Verification of Anisotropic Mesh Adaptation for Unsteady Mixing and Reacting flow

Abstract

The recently proposed anisotropic mesh adaptation based on a Riemannian metric field is regarded as a promising approach to control the computational cost of computational fluid dynamics simulations. To ensure that computations of the aeroengine combustor have high fidelity and are cheap, this study extends anisotropic mesh adaptation to simulate unsteady mixing flow and turbulent combustion; it also verifies the results through comparison with a range of academic examples. Three grid-related components (metric building, metric-based grid generation, and solution interpolation) in conjunction with a large-eddy simulation solver based on the thickened flame model were used to implement anisotropic mesh adaptation.

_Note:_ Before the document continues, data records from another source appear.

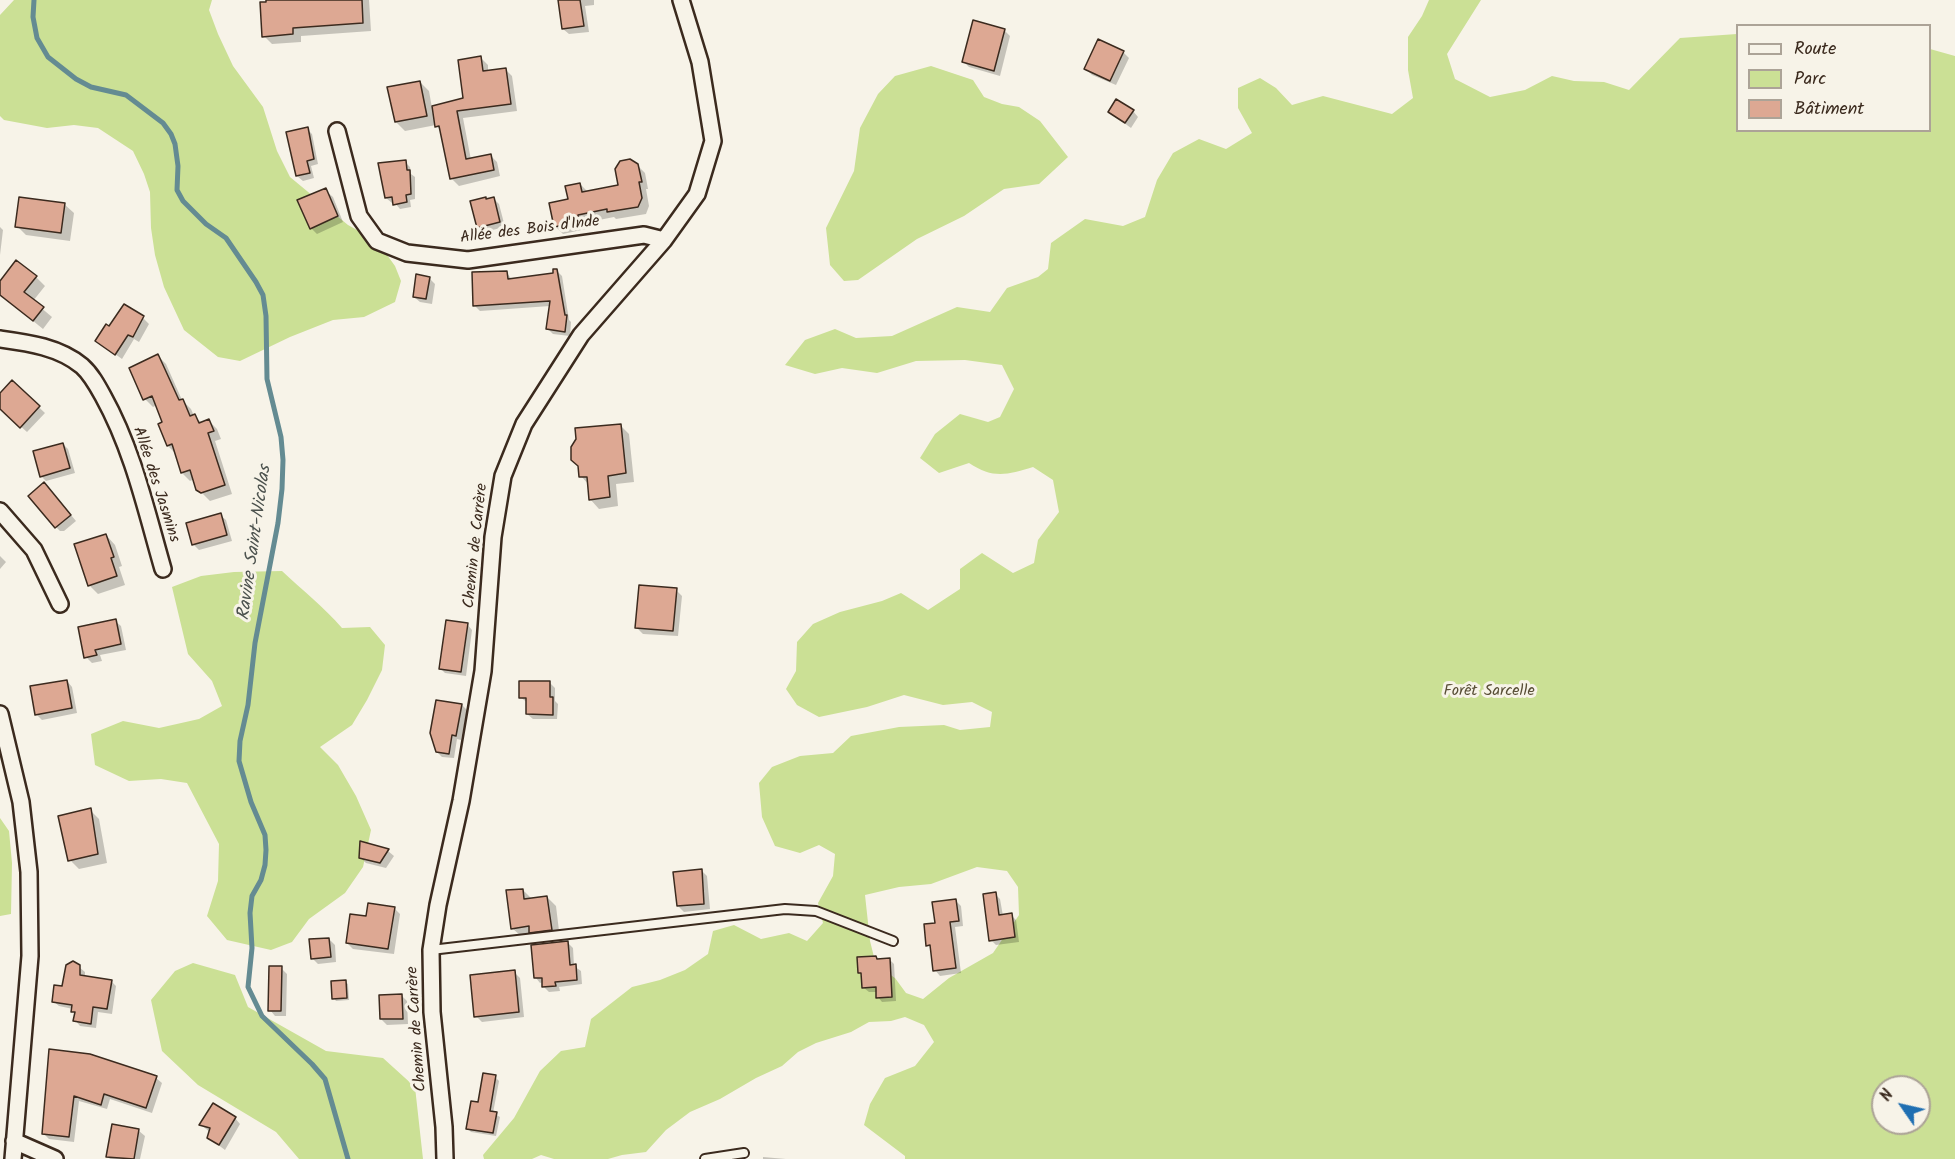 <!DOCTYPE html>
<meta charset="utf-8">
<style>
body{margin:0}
#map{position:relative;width:1955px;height:1159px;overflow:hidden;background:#f7f3e8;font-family:Kalam,sans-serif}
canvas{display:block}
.legend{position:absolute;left:1736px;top:24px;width:195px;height:108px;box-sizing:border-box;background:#f7f3e8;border:2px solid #aca397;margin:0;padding:8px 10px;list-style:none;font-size:18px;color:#3b2a1e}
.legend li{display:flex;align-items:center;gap:12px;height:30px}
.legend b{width:30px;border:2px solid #aca397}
.north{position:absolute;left:1871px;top:1075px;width:60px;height:60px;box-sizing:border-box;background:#f7f3e8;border:2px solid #aca397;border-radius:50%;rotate:304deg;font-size:16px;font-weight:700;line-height:24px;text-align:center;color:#3b2a1e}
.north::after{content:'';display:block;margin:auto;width:21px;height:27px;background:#1f6fb2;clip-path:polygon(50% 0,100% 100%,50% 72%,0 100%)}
</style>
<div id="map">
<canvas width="1955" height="1159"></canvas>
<ul class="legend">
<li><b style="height:8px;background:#f7f3e8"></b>Route</li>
<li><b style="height:16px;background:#cbe095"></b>Parc</li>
<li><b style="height:16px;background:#dda893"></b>Bâtiment</li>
</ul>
<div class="north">N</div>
</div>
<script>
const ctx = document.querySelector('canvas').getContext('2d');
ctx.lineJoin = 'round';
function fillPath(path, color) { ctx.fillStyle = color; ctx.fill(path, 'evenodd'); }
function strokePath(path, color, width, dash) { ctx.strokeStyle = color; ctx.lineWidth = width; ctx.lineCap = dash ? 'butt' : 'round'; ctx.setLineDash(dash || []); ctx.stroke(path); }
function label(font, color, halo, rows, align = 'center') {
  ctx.font = font + ' Kalam,sans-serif'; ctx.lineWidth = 6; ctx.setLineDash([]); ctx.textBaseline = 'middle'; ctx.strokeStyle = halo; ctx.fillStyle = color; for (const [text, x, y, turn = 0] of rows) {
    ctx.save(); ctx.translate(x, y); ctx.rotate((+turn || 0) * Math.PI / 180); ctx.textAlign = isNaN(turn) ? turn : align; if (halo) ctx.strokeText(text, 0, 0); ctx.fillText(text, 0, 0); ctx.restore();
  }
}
fillPath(new Path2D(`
 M14 0H212L209 10 218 34 233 66 263 107 277 151 290 177 348 225 377 241 395 266 401 281 395 302 364 317 333 320 290 337 240 361 218 357 184 330 164 287 155 255 151 228 150 192 144 174 133 151 98 128 74 125 47 128 4 120 0 116V15Z
 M1429 0H1481L1447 54 1455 79 1490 97 1525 90 1552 76 1574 81 1604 82 1629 90 1680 38 1737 34 1738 130H1930V49L1955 56V1159H905V1156L864 1125 870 1104 885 1078 915 1066 934 1042 924 1025 905 1017 891 1021 869 1022 851 1032 816 1043 798 1052 782 1066 756 1078 720 1099 690 1112 666 1130 646 1152 622 1155 608 1159H554L541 1155 532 1159H484L483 1155 514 1118 540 1071 561 1051 585 1047 591 1019 632 987 660 980 685 970 708 954 713 931 734 925 761 939 789 933 807 941 823 923 818 903 833 876 835 854 819 845 800 853 775 846 762 817 759 783 772 767 800 756 833 753 851 736 899 727 944 725 960 730 990 727 992 712 972 702 943 705 904 695 867 707 819 717 797 705 786 689 796 671 797 642 813 624 840 612 882 601 901 593 928 610 960 589V569L982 553 1013 573 1034 563 1038 540 1059 512 1053 480 1033 467C1007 475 993 479 969 463L939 473 920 458 935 434 960 414 988 422 1000 417 1014 389 1002 365 965 360 916 361 877 373 842 368 815 374 785 365 805 340 835 329 856 338 892 336 957 307 990 312 1007 288 1038 277 1048 269 1051 243 1085 219 1123 226 1145 217 1157 180 1173 153 1199 139 1226 149 1252 133 1238 108V88L1260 78 1276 88 1292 105 1323 96 1392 114 1413 98 1408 70V37L1422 16ZM977 867 1007 871 1018 887 1019 915 993 953 949 978 923 999 906 993 895 978 876 965 870 941 865 895 899 887 931 884ZM1883 1087H1919V1123H1883Z
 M931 66 973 80 984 97 1002 104 1019 107 1040 121 1068 157 1039 184 1004 189 964 216 917 239 858 280 844 281 830 265 826 228 854 171 860 128 878 94 895 76Z
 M282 571C302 590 324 607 342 628L370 627 385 645 382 670 367 700 352 725 320 747 338 765 356 796 371 830 363 867 345 893 309 919 292 942 271 950 227 940 207 916 218 881 219 844 187 783 161 779 129 781 95 765 91 734 123 721 159 728 199 719 222 706 212 681 188 654 172 587 201 576 234 572Z
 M0 818 9 831 12 863 11 914 0 916Z
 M193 963 235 975 248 1007 326 1051 383 1058 415 1087 423 1159H299L276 1132 198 1085 162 1051 151 1000 175 971Z`), '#cbe095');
fillPath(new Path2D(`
 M267 0H369L371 31 301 36V42L272 44 264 36Z
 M560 0H594V5L585 6 589 32 569 34 563 29Z
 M1004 30 1010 36 1000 76 969 67 963 61Z
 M1123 52 1129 58 1116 85 1092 75 1086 69Z
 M481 58 488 65V71L505 69 512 76 517 111 463 118 471 160 490 155 497 162 500 176 459 186 452 179 442 132 436 125 405 131 396 122 420 82 429 91 432 108 464 99Z
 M1133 111 1138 117 1131 128 1109 112Z
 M307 129 312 134 318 164 311 166 314 178 303 181 297 176Z
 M405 162 410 167 411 174 415 177V199L410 200 411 207 400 209 394 202 392 203 386 198Z
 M637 165 645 173 648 189H646L649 206 646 214 616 219 614 217 584 223 586 229 563 234 555 226 580 184 588 192 619 186Z
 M326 191 333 197 343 222 317 234 311 228Z
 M485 198 487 200 493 198 499 204 505 227 484 232 479 227Z
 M64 204 74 213 70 241 26 235 17 226Z
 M0 227 3 230 0 255Z
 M556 270 562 276 569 320 571 322 570 336 553 334 548 329 550 306 480 311 474 305 507 273 512 280 554 274Z
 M36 277 45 286 33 301 52 317 43 329 0 294V284Z
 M429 278 435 284 432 304 420 302 414 297Z
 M124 306 143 318 149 324 139 342 134 339 122 359 97 341 109 328Z
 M158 356 166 364 182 400 191 409 194 416 202 423 209 421 217 429 221 439 215 441 232 494 210 501 198 489 195 479 190 481 182 473 177 455 168 446 164 423 157 405 153 407 145 399Z
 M12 382 45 413 27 432 0 408V395Z
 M620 425 629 434 634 482 616 484 618 506 599 509 590 499 589 485 581 476Z
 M63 444 68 449 75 473 46 481 41 476Z
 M50 490 76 521 64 531H60L54 525Z
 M220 515 226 520 232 541 199 550 193 544Z
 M106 535 115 545 122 566 119 567 125 585 98 594 89 585Z
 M0 556 6 562 0 569Z
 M676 590 682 596 678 636 643 634 637 628Z
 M115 621 121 626 126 650 100 655 102 661 92 663 86 657Z
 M467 624 472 630 466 676 445 673 440 668Z
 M67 681 72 687 77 713 42 720 36 714Z
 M550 683 555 688V701L558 704 557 719H533L527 714 528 703 520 697Z
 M462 705 467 710 461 740 457 739 454 758 442 757 437 752Z
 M90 810 99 819 107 863 79 869 70 860Z
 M388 851 394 856 386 868 366 863 360 857Z
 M701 870 707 876 710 909 684 912 678 906Z
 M523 890 532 899 547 897 556 906 560 939 522 937 512 928Z
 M995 894 1000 899 1003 916 1011 915 1016 920 1019 942 996 945 991 940Z
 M955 900 961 906 963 926 955 927 961 973 940 976 935 970 932 949 928 945 937 924Z
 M394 908 400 914 394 954 353 949 347 943Z
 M329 939 335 945 336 962 318 964 312 958Z
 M568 943 573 948 574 966 581 971 582 984 559 987 560 991 549 992 544 987 543 982 540 983 536 978Z
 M876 957 878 960 889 959 894 964 896 1001 882 1002 878 997 877 992H869L864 988 863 976 860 972Z
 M79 967 85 972V977L111 981 116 986 112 1014 98 1012 96 1028 80 1026 75 1020 76 1014 73 1011V1009L59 1006 53 1001Z
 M281 968 287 974 286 1016H275L270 1010Z
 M514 972 520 978 524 1017 482 1022 476 1016Z
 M345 982 348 984 349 1000 336 1001 334 998Z
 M401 995 407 1001 408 1024 387 1025 381 1019Z
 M50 1051 156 1078 162 1083 152 1113 110 1099 107 1109 79 1101 74 1142 49 1139 43 1133Z
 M495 1077 499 1081 493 1113 500 1117 496 1136 471 1132 467 1128 479 1103Z
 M235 1118 240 1124 225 1150 209 1138 210 1132 201 1125Z
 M139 1131 145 1136 140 1159H110L108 1157Z
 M763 1157 786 1159H763Z`), '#0003');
strokePath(new Path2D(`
 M34 0 33 17 37 38 48 57 76 79 91 87 126 95 163 123 171 134 175 144 178 166 177 190 183 201 206 224 226 238 256 282 263 295 266 316 267 379 281 437 283 460 282 489 278 523 255 643 248 705 240 741 239 761 251 802 265 835 266 850 265 865 261 880 252 896 250 913 252 948 248 987 262 1016 312 1064 325 1079 348 1159`), '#648b92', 5);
const building = new Path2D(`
 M266 0H362L363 23 293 28V34L262 37 260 2H266Z
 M558 0H580L584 26 562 29Z
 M973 20 1005 29 994 71 962 62Z
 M1098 39 1124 51 1110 81 1084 69Z
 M481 56 483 71 506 68 511 104 457 111 466 159 491 154 494 170 450 179 439 126 435 127 432 106 463 98 458 60Z
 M420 81 427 116 395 122 387 87Z
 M1116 99 1134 110 1125 123 1108 112Z
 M308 127 314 159 307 161 310 173 296 176 286 132Z
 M630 159 638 164 642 182H639L642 198 638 207 607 212V209L578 215 579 222 554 227 549 203 568 199 565 186 580 183 582 192 618 185 615 169 620 161Z
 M406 160 407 170H410L411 194 406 195 407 202 393 205 392 197 385 198 378 163Z
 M326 188 338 216 310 229 297 200Z
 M19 197 65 203 61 233 15 227Z
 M486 197V199L494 197 500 222 477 228 470 201Z
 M16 260 37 276 24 292 44 307 33 321 0 295V281Z
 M553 269H557L565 315H567L565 332 546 329 550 301 473 306 472 272 507 271 508 279 553 273Z
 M416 274 430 277 426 299 413 297Z
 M124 304 144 316 133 337 128 335 115 355 95 341 106 324 109 326Z
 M158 354 179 400 183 399 190 416 195 414 199 423 209 419 214 431 208 433 225 485 201 493 196 490 190 470 181 473 172 444 167 446 158 424 162 422 152 396 143 400 129 368Z
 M12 380 40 406 20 428 0 409V393Z
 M621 424 626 473 608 476 610 497 589 500 587 477H579L578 466 571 460V447L576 439 575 428Z
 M63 443 70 468 40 477 33 451Z
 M44 482 71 515 55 528 28 496Z
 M221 513 227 535 192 545 186 523Z
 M106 534 114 557 111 558 117 576 88 586 74 544Z
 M639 585 677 588 673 631 635 628Z
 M116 619 121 644 95 650 97 655 84 658 78 627Z
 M446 620 468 623 461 672 439 669Z
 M67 680 72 708 35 715 30 686Z
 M519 681H550V697H553V715L526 714V698H519Z
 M436 700 462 704 456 736 452 735 449 754 436 752 430 733Z
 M91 808 98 854 68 861 58 816Z
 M360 841 389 849 380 863 359 858Z
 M702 869 704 904 677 906 673 872Z
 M523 889 524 899 547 896 552 930 529 933V926L511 929 506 890Z
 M996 892 999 915 1012 913 1015 937 989 941 983 894Z
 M956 899 959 921 950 922 956 968 933 971 930 945 926 946 924 924 935 923 932 902Z
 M368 903 395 907 388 949 346 943 350 914 366 916Z
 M329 938 331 957 311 959 309 939Z
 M568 941 570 965 576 964 577 980 555 982 556 986 542 987V978H534L531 945Z
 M876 956 877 959 890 958 892 997 876 998V987L862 988 861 973H858L857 957Z
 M73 961 80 965V975L112 980 107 1009 93 1007 91 1024 73 1021 75 1012H71L72 1005 52 1002 54 985 62 986 66 965Z
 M269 966H282L281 1011H268Z
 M515 970 519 1012 474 1017 470 975Z
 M346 980 347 998 332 999 331 981Z
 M402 994 403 1019H380L379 995Z
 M49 1049 90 1054 157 1076 146 1108 104 1094 101 1105 74 1096 69 1137 42 1134Z
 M483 1073 496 1075 490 1111 497 1112 493 1133 466 1129 471 1101 478 1102Z
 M213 1103 236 1117 219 1145 207 1138 210 1128 199 1125Z
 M112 1124 139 1129 134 1159 106 1157Z`);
fillPath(building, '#dda893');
strokePath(building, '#3b2a1e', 1.5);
const lane = new Path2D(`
 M431 950 785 909 816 911 893 941
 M705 1159 744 1153`);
const street = new Path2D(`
 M337 131 359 216 377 241 407 253 468 260 644 235 664 240
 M0 339C29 343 59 347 82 366 91 374 97 385 103 396 133 450 146 510 163 569
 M0 511 34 550 60 604
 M0 714 21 802 29 872 30 956 13 1159
 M14 1141 55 1159
 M445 1159 444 1127 432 1012 431 950 438 905 461 801 483 671 493 537 503 476 524 424 581 335 664 240 697 194 713 141 700 62 681 0`);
strokePath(lane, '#3b2a1e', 12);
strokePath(street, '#3b2a1e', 20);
strokePath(lane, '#f7f3e8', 8);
strokePath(street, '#f7f3e8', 15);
label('16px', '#3b2a1e', '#f7f3e8', [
 ["Allée des Bois d'Inde",530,231,-7],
 ["Allée des Jasmins",155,485,72],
 ["Chemin de Carrère",477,546,-84],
 ["Chemin de Carrère",418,1029,-94]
]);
label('16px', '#584e36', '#f7f3e8', [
 ["Forêt Sarcelle",1489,692]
]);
label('italic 18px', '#4c524e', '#f7f3e8', [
 ["Ravine Saint-Nicolas",256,543,-82]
]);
</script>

The results show the following: 1) The proposed mesh generation always led to a grid with high quality overall. 2) It has a remarkable capability to reduce computational cost while improving the numerical resolution. 3) A joint metric based on multiple fields should be used to ensure the accuracy of the computed velocity field and the interface between species. 4) The increase in computational cost incurred by grid-related operation was small enough to be ignored compared with the remarkable reduction in overall computational cost. 5) We simulated turbulent premixed combustion, and the statistical mean flows obtained were in good agreement with experimental measurements.